We bring database engineering depth to the Snowflake Data Cloud. Our engineers reason about micro-partition pruning, clustering keys, warehouse concurrency, and the query patterns that drive credit consumption, and we tune with measured before-and-after credit and latency numbers. The result is a platform that performs and costs what it should, not just one that technically works.
Can MinervaDB migrate our existing warehouse to Snowflake?
Yes. We migrate from Teradata, Oracle, SQL Server, and other legacy warehouses into Snowflake using pattern-driven migration with automated row-level and aggregate reconciliation, so source and target match before any cutover is approved. We favor incremental cutovers over big-bang migrations to keep risk low.
How does MinervaDB help control Snowflake cost?
Cost on Snowflake is largely an engineering outcome.

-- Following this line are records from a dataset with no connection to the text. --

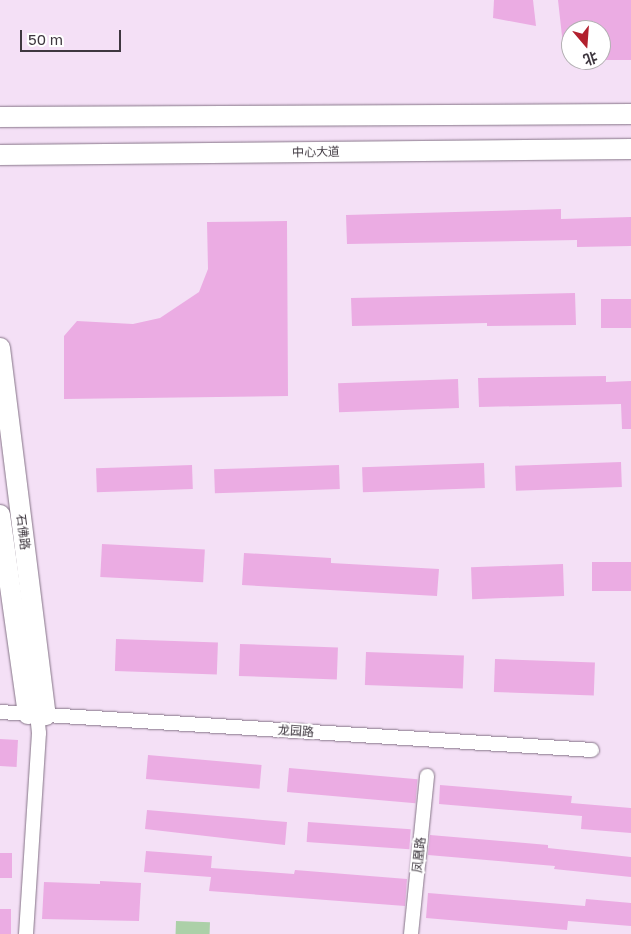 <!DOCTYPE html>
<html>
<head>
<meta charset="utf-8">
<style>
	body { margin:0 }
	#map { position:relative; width:631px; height:934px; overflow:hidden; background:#f4e0f6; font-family:"Golos Text","Noto Sans SC",sans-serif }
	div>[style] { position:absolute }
	.green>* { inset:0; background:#acd0a8; transform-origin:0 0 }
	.building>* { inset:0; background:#ebace3; transform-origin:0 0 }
	.roads { filter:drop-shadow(0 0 1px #857487) drop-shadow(0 0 1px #857487) }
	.street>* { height:14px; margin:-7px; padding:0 7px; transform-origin:7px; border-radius:7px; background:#fff }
	.secondary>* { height:20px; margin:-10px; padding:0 10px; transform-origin:10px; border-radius:10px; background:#fff }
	span { translate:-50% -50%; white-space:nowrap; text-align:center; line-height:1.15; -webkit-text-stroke:4px #fff; paint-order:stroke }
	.street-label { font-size:12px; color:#3e373f }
	.north { position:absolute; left:561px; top:20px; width:50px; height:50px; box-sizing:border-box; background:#fff; border:1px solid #b2afb2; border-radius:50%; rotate:162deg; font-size:14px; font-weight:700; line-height:20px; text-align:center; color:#3e373f }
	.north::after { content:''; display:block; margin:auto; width:18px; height:22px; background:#b2202e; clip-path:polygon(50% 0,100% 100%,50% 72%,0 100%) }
	.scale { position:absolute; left:20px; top:30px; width:101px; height:22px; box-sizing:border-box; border:2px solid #3e373f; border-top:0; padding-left:6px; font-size:15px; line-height:18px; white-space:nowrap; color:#3e373f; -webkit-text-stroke:4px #fff; paint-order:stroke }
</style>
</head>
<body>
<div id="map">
	<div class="green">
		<div style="left:176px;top:921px;width:34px;height:13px;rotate:2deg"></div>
	</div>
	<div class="building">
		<div style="clip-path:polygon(494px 0,533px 0,536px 26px,493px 18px)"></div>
		<div style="clip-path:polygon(558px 0,631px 0,631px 60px,601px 60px,601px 30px,571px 30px,571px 54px,564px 54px)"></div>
		<div style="clip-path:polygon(561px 209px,561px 219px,631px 217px,631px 246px,577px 247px,577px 240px,347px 244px,346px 215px)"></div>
		<div style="clip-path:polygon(287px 221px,288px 396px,64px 399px,64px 336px,77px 321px,133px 324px,160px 318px,199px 292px,208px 269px,207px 222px)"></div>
		<div style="clip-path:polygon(575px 293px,576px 325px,487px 326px,487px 323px,352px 326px,351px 298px)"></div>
		<div style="left:631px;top:299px;width:29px;height:30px;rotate:90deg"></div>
		<div style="clip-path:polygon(606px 376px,606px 382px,631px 381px,631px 429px,622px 429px,621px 404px,479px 407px,478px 378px)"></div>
		<div style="left:458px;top:379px;width:29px;height:120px;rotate:88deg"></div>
		<div style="left:621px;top:462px;width:25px;height:106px;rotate:88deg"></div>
		<div style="left:484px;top:463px;width:25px;height:122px;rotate:88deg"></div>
		<div style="left:192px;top:465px;width:24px;height:96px;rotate:88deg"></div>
		<div style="left:339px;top:465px;width:24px;height:125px;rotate:88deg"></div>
		<div style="left:102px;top:544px;width:103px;height:33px;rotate:3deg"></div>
		<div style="clip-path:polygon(244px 553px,331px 558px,331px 563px,439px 569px,437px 596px,242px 585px)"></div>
		<div style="left:631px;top:562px;width:29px;height:39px;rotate:90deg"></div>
		<div style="left:563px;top:564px;width:32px;height:92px;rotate:88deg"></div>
		<div style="left:116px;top:639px;width:102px;height:32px;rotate:2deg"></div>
		<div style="left:240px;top:644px;width:98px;height:32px;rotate:2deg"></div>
		<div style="left:366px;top:652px;width:98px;height:33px;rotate:2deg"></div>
		<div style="left:495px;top:659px;width:100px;height:33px;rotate:2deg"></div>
		<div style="left:0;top:739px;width:18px;height:27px;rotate:3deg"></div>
		<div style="left:148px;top:755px;width:114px;height:24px;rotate:5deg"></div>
		<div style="left:289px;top:768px;width:129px;height:24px;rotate:5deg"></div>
		<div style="clip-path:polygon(440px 785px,572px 796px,571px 803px,631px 808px,631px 833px,581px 829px,582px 816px,439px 804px)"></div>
		<div style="clip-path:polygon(147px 810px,287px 822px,285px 845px,145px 829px)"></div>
		<div style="left:308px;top:822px;width:103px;height:20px;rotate:4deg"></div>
		<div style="clip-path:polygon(430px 835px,548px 845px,548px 848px,631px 857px,631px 877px,554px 869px,555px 866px,428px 855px)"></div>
		<div style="clip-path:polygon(146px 851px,212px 856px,211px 868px,294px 874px,295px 870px,407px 879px,405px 906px,209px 891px,211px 877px,144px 872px)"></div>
		<div style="left:0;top:853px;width:12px;height:25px"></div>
		<div style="clip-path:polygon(100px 881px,141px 883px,139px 921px,42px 919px,44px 882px,100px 884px)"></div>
		<div style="clip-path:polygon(428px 893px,585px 906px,586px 899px,631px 903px,631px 926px,568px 921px,567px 930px,426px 918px)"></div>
		<div style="left:0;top:909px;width:11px;height:25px"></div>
	</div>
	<div class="roads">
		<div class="street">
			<div style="left:0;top:712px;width:593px;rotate:3.67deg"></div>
			<div style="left:26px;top:934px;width:201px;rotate:-86.3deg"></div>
			<div style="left:39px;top:733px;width:19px;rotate:-96deg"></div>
			<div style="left:411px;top:934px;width:159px;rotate:-84.2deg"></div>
		</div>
		<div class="secondary">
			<div style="left:0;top:117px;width:631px;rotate:-0.27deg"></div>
			<div style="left:0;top:155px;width:631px;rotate:-0.54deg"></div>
			<div style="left:0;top:348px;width:370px;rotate:82.9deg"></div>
			<div style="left:0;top:515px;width:201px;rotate:82deg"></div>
		</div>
	</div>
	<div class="street-label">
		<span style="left:316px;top:152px;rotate:-1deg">中心大道</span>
		<span style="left:23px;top:532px;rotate:83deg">石佛路</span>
		<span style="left:296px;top:731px;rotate:4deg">龙园路</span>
		<span style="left:419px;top:855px;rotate:-84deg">凤凰路</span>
	</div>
	<div class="north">北</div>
	<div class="scale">50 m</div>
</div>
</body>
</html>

We right-size virtual warehouses to actual concurrency, tighten auto-suspend, separate workloads onto dedicated warehouses, add clustering where pruning is poor, tune the heaviest queries, and put credit monitoring in place so consumption is visible and the optimizations that move the bill are obvious.
Do you only consult, or do you also run the platform?

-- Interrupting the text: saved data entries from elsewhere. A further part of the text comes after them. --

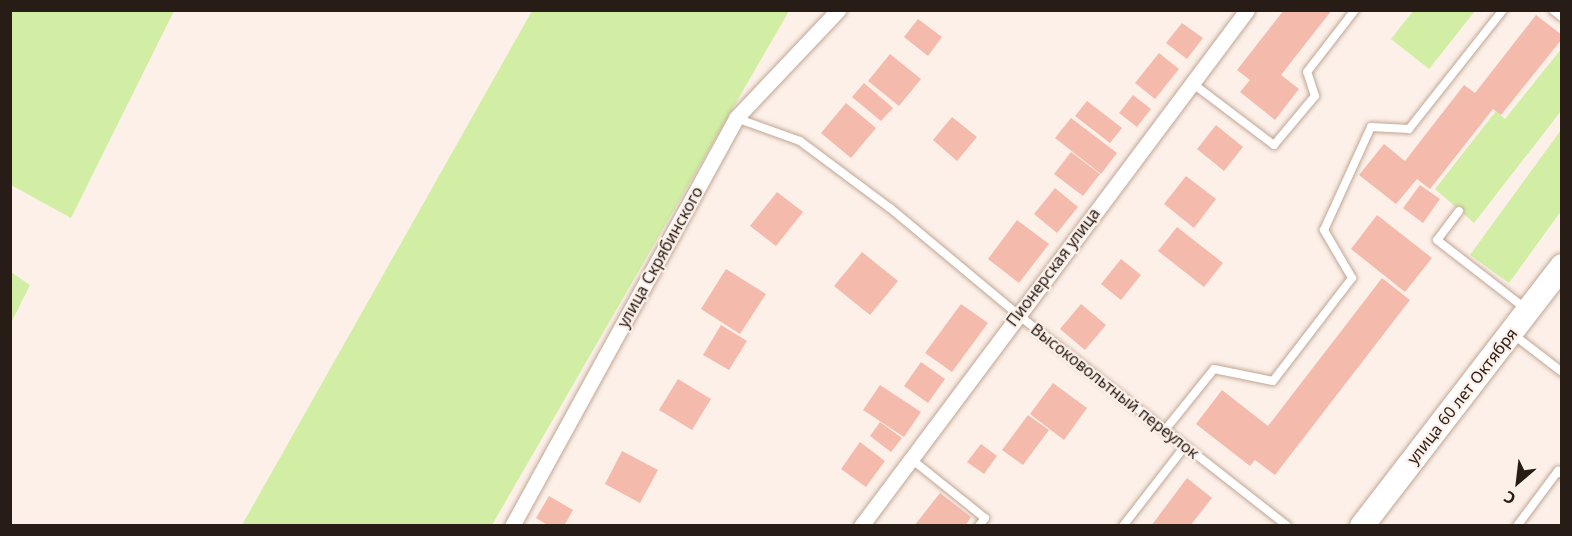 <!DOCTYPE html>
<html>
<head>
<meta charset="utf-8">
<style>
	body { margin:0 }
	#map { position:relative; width:1572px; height:536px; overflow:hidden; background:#fcf0e9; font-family:"Noto Sans",sans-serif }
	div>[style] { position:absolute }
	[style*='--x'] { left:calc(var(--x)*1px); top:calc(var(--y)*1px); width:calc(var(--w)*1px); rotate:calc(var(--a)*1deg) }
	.green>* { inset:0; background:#d2eea5 }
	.building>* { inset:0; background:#f4baac }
	.roads { filter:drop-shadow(0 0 2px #c1a694) drop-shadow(0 0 2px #c1a694) }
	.service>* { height:8px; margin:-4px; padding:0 4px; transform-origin:4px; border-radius:4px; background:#fff }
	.minor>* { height:15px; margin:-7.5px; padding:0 7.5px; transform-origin:7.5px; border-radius:7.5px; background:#fff }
	.primary>* { height:24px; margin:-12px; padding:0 12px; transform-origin:12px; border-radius:12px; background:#fff }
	span { translate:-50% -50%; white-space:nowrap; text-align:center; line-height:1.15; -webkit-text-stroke:4.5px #fcf0e9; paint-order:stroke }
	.street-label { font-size:16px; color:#271d16 }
	.frame { position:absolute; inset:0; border:12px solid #271d16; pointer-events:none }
	.north { position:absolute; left:1488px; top:452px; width:60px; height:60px; -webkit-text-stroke:4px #fcf0e9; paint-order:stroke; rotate:208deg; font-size:16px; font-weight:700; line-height:24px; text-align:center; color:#271d16 }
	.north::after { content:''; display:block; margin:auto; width:21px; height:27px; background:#271d16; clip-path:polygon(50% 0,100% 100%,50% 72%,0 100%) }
</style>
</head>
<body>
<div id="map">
	<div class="green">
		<div style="clip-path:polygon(10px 11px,174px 11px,71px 218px,11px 185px)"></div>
		<div style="clip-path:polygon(532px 11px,789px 11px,492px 525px,242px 525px)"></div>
		<div style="clip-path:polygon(1413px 11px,1475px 10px,1475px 11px,1429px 69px,1391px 39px)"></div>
		<div style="clip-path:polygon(1561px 49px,1561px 111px,1474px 223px,1435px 189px,1496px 111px,1505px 119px)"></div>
		<div style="clip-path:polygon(1561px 130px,1561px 211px,1509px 283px,1470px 255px)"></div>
		<div style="clip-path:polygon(11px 272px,30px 285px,11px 323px)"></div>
	</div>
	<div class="building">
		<div style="clip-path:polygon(1284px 10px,1332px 10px,1281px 75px,1299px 89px,1275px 120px,1240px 92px,1250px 80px,1237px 70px)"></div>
		<div style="clip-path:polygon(1536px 15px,1562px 35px,1562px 39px,1501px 115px,1493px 109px,1430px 189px,1417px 179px,1396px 204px,1359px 175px,1384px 144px,1405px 161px,1464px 85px,1475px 93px)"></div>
		<div style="clip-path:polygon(918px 19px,942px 37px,928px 56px,904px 37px)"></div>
		<div style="clip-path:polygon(1182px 23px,1203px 38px,1187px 59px,1166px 43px)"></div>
		<div style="clip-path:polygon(1159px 53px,1179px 69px,1155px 99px,1135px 83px)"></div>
		<div style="clip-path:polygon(890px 54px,921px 79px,899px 106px,868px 81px)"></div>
		<div style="clip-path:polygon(864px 83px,893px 108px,881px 121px,852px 97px)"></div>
		<div style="clip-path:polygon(1133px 95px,1151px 109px,1137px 127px,1119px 113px)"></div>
		<div style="clip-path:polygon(1087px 101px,1122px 128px,1110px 143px,1075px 116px)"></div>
		<div style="clip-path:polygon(846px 103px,876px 128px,851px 158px,821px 133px)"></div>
		<div style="clip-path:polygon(952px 117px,977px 137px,957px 161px,933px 140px)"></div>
		<div style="clip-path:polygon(1071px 118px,1117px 153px,1101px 174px,1055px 138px)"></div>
		<div style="clip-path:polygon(1216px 125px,1243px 147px,1224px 171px,1197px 149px)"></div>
		<div style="clip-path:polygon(1071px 152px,1100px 174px,1083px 196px,1054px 174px)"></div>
		<div style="clip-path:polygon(1186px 176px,1216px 199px,1194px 228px,1164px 204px)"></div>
		<div style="clip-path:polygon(1420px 185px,1440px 199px,1423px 223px,1403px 208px)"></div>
		<div style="clip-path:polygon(1055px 188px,1078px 207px,1057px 233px,1034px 214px)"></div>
		<div style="clip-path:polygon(777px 192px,803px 212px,776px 246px,750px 226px)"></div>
		<div style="clip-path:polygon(1377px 215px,1432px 258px,1405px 292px,1351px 249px)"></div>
		<div style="clip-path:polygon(1017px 220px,1049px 244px,1019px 283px,988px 259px)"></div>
		<div style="clip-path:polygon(1177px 227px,1223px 263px,1204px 287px,1158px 251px)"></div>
		<div style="clip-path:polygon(862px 252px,898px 281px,870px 315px,834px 286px)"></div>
		<div style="clip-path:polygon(1121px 259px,1141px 275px,1121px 300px,1101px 284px)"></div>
		<div style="clip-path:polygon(726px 269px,766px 294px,740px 334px,701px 309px)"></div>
		<div style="clip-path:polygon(1382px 278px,1410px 300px,1275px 475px,1255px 460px,1250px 466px,1196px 424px,1222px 390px,1268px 426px)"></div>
		<div style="clip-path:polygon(961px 304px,988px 323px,952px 372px,925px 353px)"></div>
		<div style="clip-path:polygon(1081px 304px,1106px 325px,1085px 350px,1060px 329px)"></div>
		<div style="clip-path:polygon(721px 325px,747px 341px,729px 370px,703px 355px)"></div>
		<div style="clip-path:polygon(921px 362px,945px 379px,928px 403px,904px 386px)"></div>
		<div style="clip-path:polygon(678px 379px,711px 399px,692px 430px,659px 410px)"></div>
		<div style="clip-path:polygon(1053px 383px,1087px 408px,1064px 440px,1030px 414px)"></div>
		<div style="clip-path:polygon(880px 385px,921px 412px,904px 437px,863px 410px)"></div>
		<div style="clip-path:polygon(1028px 415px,1049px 430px,1023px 465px,1002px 450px)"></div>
		<div style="clip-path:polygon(880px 422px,902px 438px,891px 452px,870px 436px)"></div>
		<div style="clip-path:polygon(860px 442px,885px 461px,866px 487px,841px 469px)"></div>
		<div style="clip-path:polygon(981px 444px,997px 456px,984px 474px,967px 462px)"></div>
		<div style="clip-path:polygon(622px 451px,658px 470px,640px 503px,605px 484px)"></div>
		<div style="clip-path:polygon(1187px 478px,1212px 498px,1190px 526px,1151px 526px)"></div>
		<div style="clip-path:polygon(940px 493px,971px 517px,965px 526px,914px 526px)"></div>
		<div style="clip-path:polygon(549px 496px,573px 510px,564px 526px,549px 526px,536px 518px)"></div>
	</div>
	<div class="roads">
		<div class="service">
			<div style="--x:1553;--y:10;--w:11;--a:38"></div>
			<div style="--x:1192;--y:83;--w:103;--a:37.1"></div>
			<div style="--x:1274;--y:145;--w:64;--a:-50.1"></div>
			<div style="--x:1315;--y:96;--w:25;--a:-108"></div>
			<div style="--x:1307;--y:72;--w:78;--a:-52.3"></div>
			<div style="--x:736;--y:118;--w:68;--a:19.8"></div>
			<div style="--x:800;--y:141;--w:112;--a:36.7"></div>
			<div style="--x:890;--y:208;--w:165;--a:39.8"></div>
			<div style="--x:1017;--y:314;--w:343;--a:38.1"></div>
			<div style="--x:1459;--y:211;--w:36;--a:127"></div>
			<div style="--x:1437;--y:240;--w:113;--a:37.8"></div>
			<div style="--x:1514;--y:335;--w:61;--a:37.6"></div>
			<div style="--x:1165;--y:430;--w:78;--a:-51.2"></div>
			<div style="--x:1214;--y:369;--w:60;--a:11.5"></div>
			<div style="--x:1273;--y:381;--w:130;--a:-52.5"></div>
			<div style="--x:1352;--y:278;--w:56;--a:-120.3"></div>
			<div style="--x:1324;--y:230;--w:113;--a:-65.5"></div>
			<div style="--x:1371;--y:127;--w:38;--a:3"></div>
			<div style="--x:1409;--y:129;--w:152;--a:-51.7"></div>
			<div style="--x:910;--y:458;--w:96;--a:38.7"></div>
			<div style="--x:985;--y:518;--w:10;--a:127"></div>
			<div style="--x:1123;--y:526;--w:101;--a:-52.2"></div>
			<div style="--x:1517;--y:526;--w:69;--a:-53.3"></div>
			<div style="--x:1558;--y:471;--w:5;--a:37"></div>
		</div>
		<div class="minor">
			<div style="--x:512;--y:526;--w:465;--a:-61.2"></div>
			<div style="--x:736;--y:118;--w:149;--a:-46.6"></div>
			<div style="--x:861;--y:526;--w:644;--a:-53.2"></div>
		</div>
		<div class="primary">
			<div style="--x:1362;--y:526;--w:328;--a:-52.4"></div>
		</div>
	</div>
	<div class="street-label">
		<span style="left:660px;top:257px;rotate:-61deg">улица Скрябинского</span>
		<span style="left:1053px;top:267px;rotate:-53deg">Пионерская улица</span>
		<span style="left:1115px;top:391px;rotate:38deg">Высоковольтный переулок</span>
		<span style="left:1462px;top:396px;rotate:-52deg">улица 60 лет Октября</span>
	</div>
	<div class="frame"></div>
	<div class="north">С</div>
</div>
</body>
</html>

Both. Many engagements continue into 24×7 managed operations under SLA, covering credit and performance monitoring, incident response, and continuous optimization. We believe reliability and cost have to stay engineered over time, not just at go-live.
How do you handle governance, quality, and compliance on Snowflake?
We implement role-based access control, dynamic data masking, row-access policies, object tagging, and lineage, plus automated data quality checks using Snowflake Cortex and Great Expectations. Controls are aligned to SOC 2, ISO 27001, HIPAA, GDPR, and India’s DPDP Act, enforced by the platform rather than by policy documents.
Can you help us build AI and Snowpark workloads on Snowflake?
Yes. We build observable, incremental Snowpark pipelines and prepare well-modeled, governed data so Cortex and machine learning workloads rest on trustworthy inputs. AI is only as good as the data beneath it, so our focus is on engineering that data foundation properly before any model is put into production.